China's vow to curb fentanyl will not end US opioid crisis: Experts

File photo taken on April 19, 2017, shows paraphernalia for injecting drugs after being found during a police search in Huntington, West Virginia. PHOTO: AFP

BEIJING (AFP) - The United States-China trade war truce includes a pledge by Beijing to tackle another lucrative - and deadly - export: fentanyl, a potent opioid ravaging US communities.

The US has pressed Beijing to do more to crack down on the drug, as smugglers from China are suspected of being the main suppliers of the narcotic, which is 50 times stronger than heroin.

At the weekend G-20 summit in Argentina, China agreed to designate any type of fentanyl as controlled substances, with the US saying this would expose offenders to the maximum penalty under Chinese law - capital punishment.

US President Donald Trump said on Wednesday (Dec 5) that the move could be a "game changer".

"If China cracks down on this 'horror drug' using the Death Penalty for distributors and pushers, the results will be incredible!" he tweeted.

But experts doubt it will make a major difference.

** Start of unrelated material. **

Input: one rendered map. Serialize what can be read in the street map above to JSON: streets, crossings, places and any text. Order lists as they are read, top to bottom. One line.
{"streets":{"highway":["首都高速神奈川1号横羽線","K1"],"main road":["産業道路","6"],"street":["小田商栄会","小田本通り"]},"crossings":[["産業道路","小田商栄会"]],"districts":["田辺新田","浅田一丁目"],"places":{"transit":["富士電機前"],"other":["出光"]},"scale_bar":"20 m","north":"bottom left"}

Fentanyl production has become a "very profitable" business for Chinese traffickers, said Mr Mike Vigil, a former chief of international operations at the US Drug Enforcement Administration.

It is going to be tough for the Chinese government to control the business, he said, "especially given the huge demand that we currently have in the United States".

China is believed to be one of the main manufacturers of synthetic drugs that have been blamed for public health crises in the US, Canada and Australia, among other countries.

Getting the drug is relatively easy - buyers find fentanyl from suppliers online, pay for it with cryptocurrencies, credit cards or money transfers, and receive their order via international mail services, according to a US congressional report.

It has become a booming business for clandestine chemical labs in China, where 1kg of fentanyl can produce 50kg of "high-grade" heroin, turning a less than US$10,000 (S$13,700) investment into half a million dollars, said Mr Vigil.

According to the US Centers for Disease Control, deaths from drug overdose in the US surged to nearly 72,000 last year - far more than traffic accident deaths, gun-related deaths, or suicide. Fentanyl was linked to the deaths of singers Prince and Tom Petty.

ZERO TOLERANCE

At first glance, China does not seem like an ideal base for manufacturing and shipping fentanyl to the US.

Scarred by its own opium crisis in the 19th century, China has a zero-tolerance policy towards illicit drugs.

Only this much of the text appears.